Minced Grilled Chicken Salad Cups with Watermelon

8 watermelon triangles
8 sheets filo pastry
Melted butter
4 cups cut up marinated grilled chicken breast, cooled
1 cup chopped celery
1 cup light mayonnaise or plain low-fat yogurt
1/2 teaspoon mild curry blend
1 tablespoon snipped dill
Dash seasoned salt
8 3-inch watermelon isosceles triangles about 1/2 inch thick

Arrange a filo sheet on a work surface and brush with butter. Fold in half and brush again, repeat brushing and folding until a rectangle is formed that can be pressed into a cupcake tin with the corners laying over the top edge of the cup. Repeat to create 8 filo rectangles and press them into the cups of a buttered 8-cup cupcake tin. Bake in pre-heated 400-degree oven until golden and brown. Remove from oven and cool on rack.

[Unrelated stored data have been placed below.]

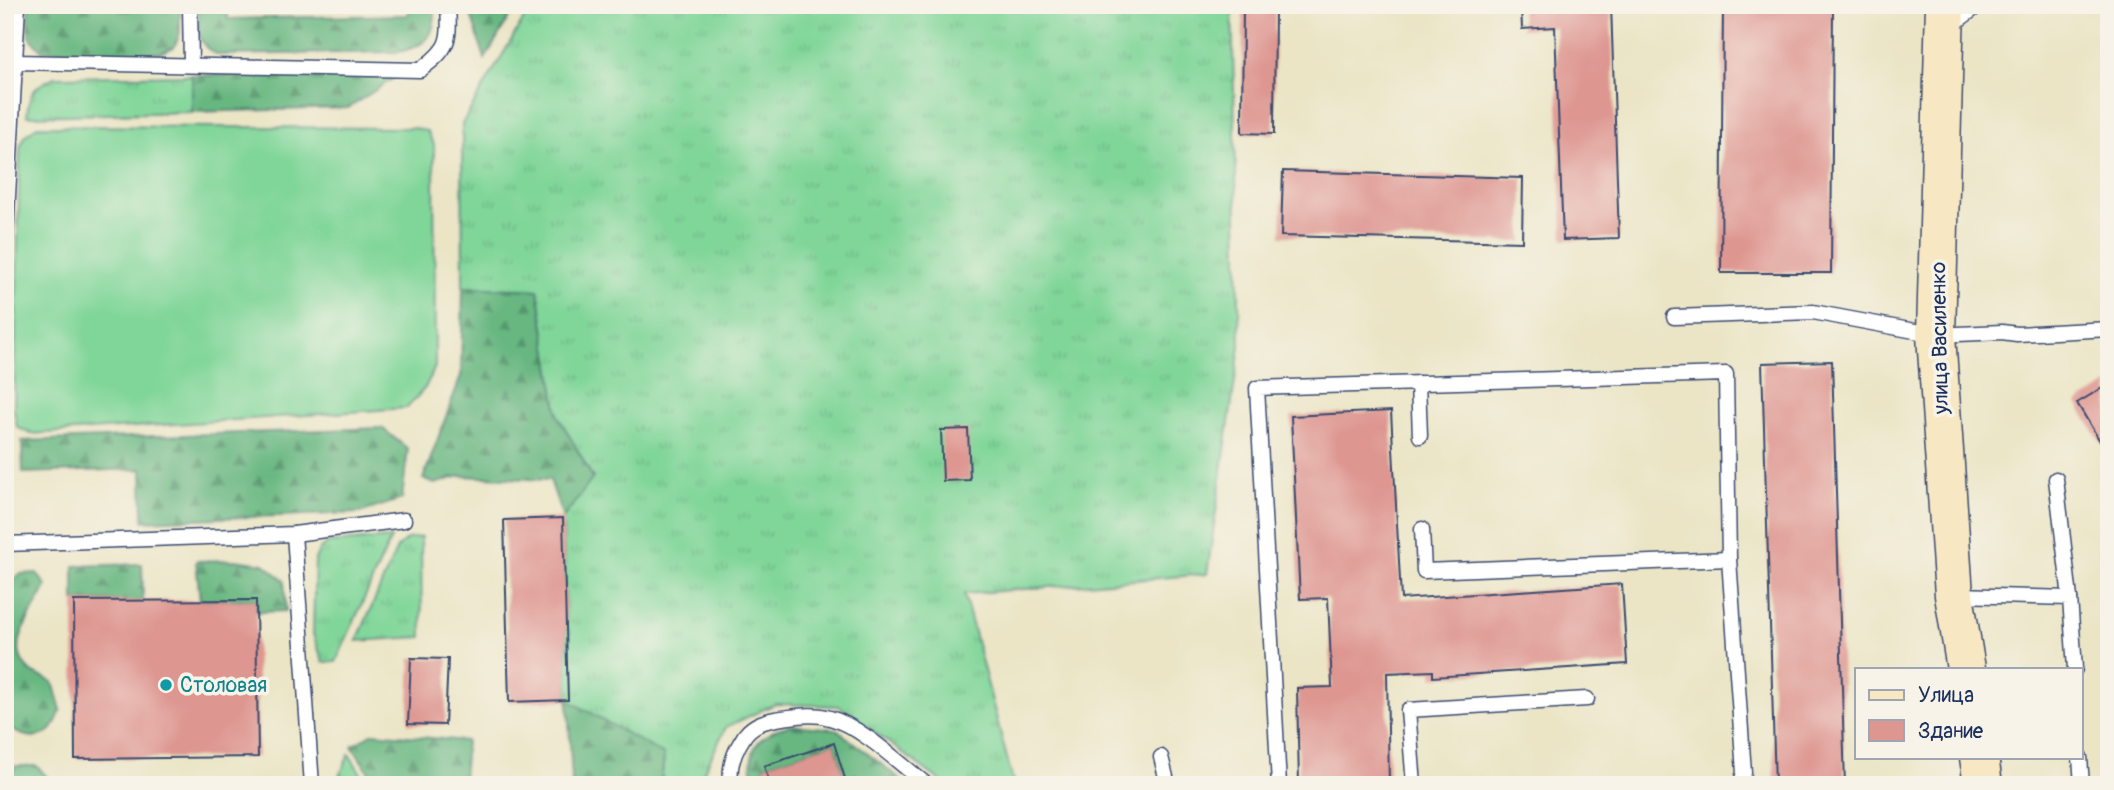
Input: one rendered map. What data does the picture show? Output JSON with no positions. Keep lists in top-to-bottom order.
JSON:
{
  "streets": {
    "main road": ["улица Василенко"]
  },
  "places": ["Столовая"],
  "legend": ["Улица", "Здание"]
}
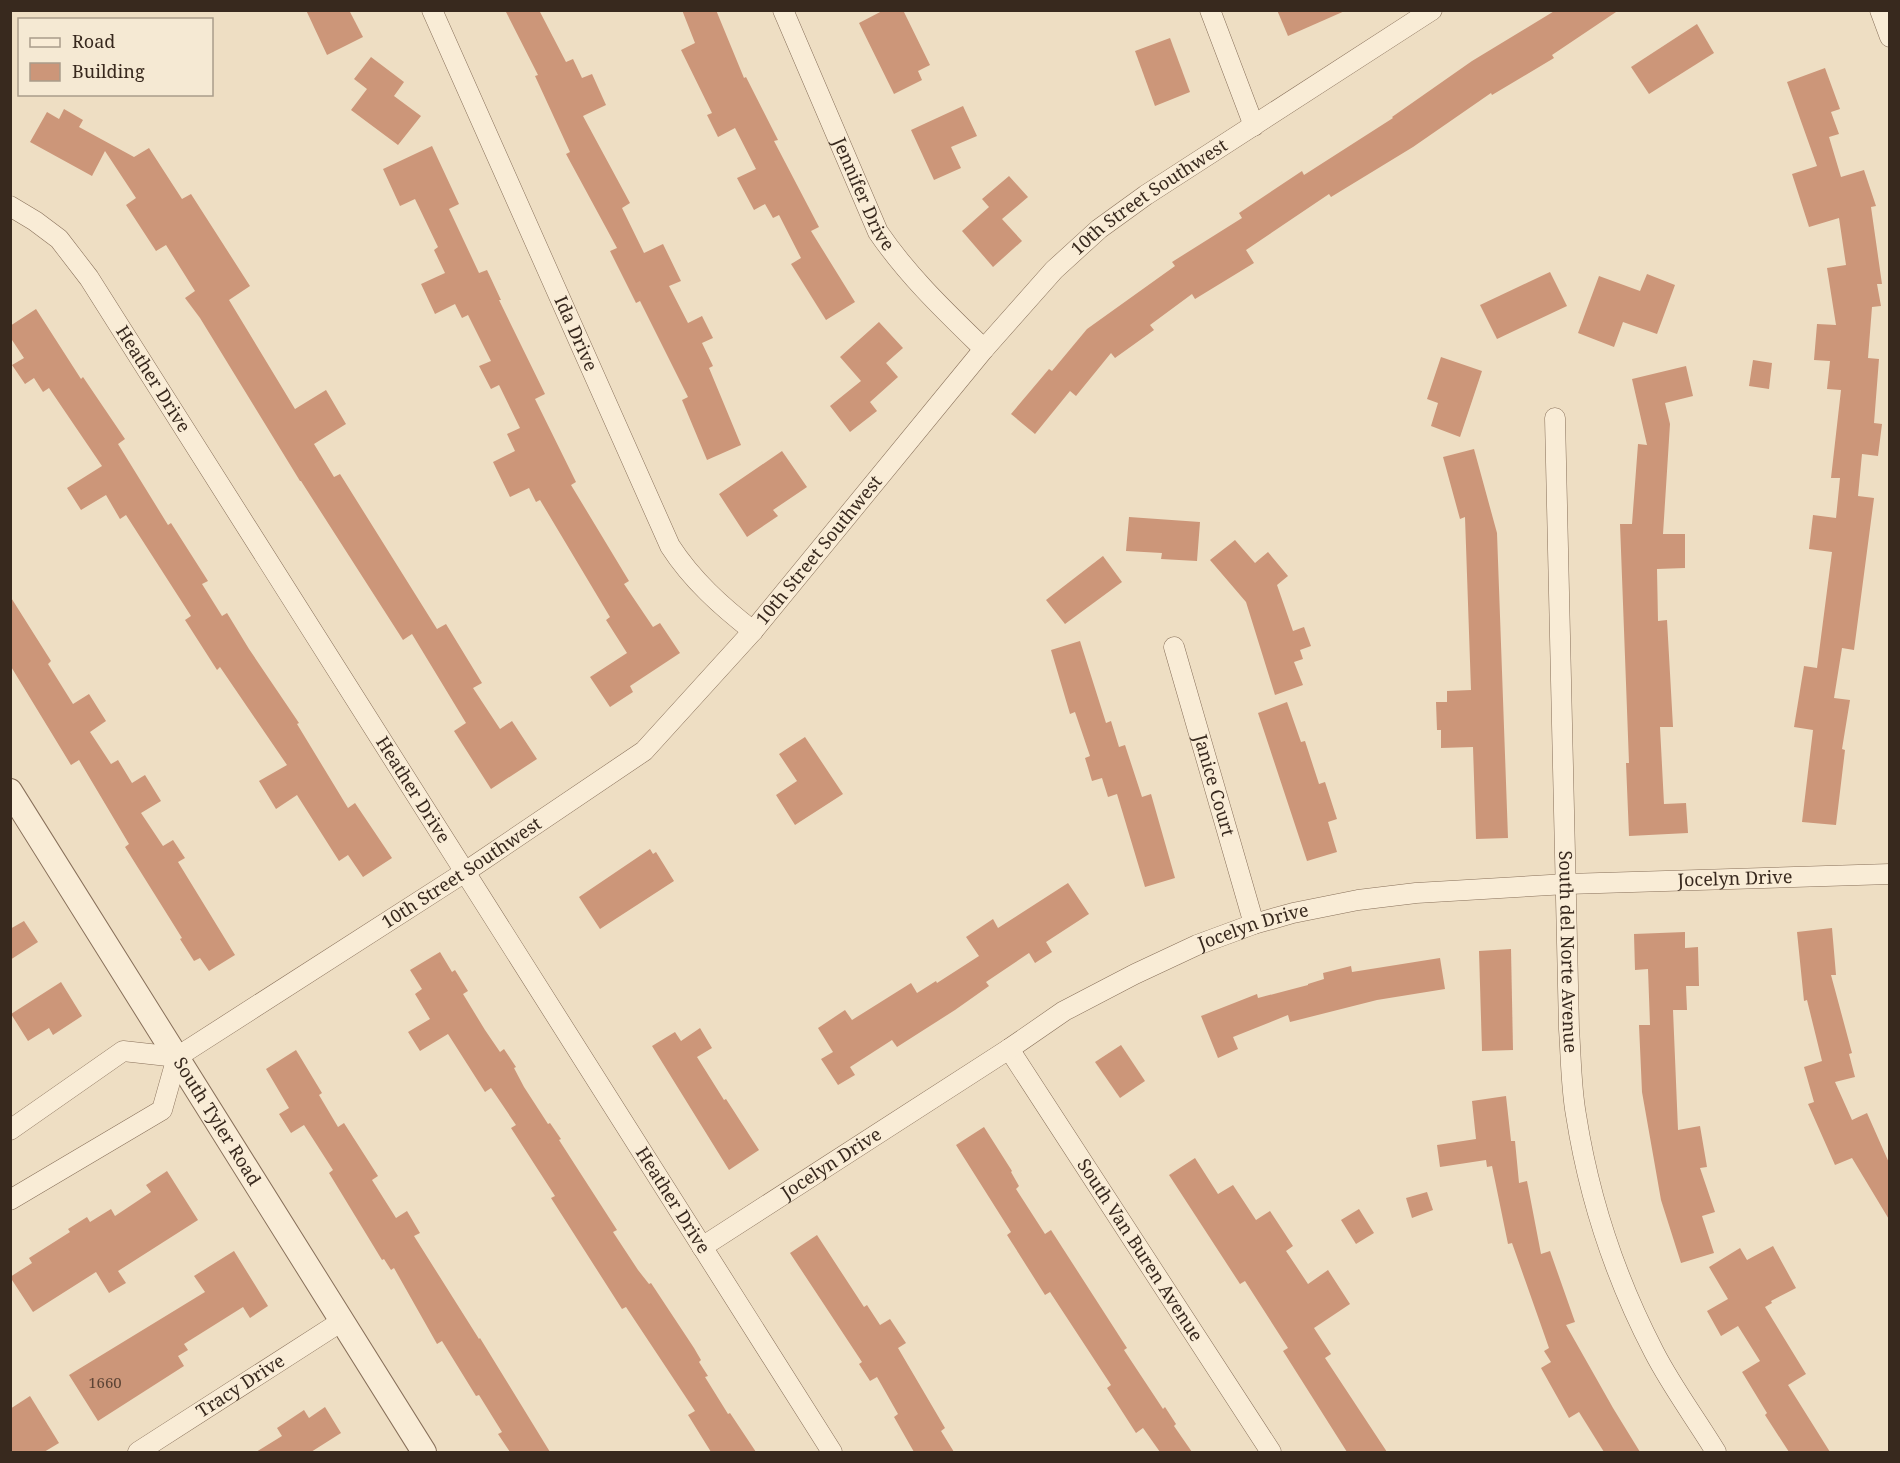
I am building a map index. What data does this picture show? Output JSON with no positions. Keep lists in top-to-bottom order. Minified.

Place the chicken and celery in a mixing bowl, set aside. In another bowl stir together the mayonnaise, curry, dill and dash of seasoned salt. Pour over the chicken and celery, and toss to coat. Divide the chicken salad among the cups and press a watermelon triangle into the center of each mound. Serve immediately. Serves 8.

My Favorite Vegetable Casserole

About 6 ounces baby spinach leaves, cut into strips
3 cups shredded carrots, blanched and cooled
3 cups small cubes of seedless watermelon
1 cup Japanese-style ginger dressing
1 cup toasted sliced almonds

In an 8 x 11 inch serving dish, layer the spinach on the bottom, then the carrots and the watermelon on top. Pour the dressing over the top and sprinkle with almonds. Serve immediately. Serves 6 to 8.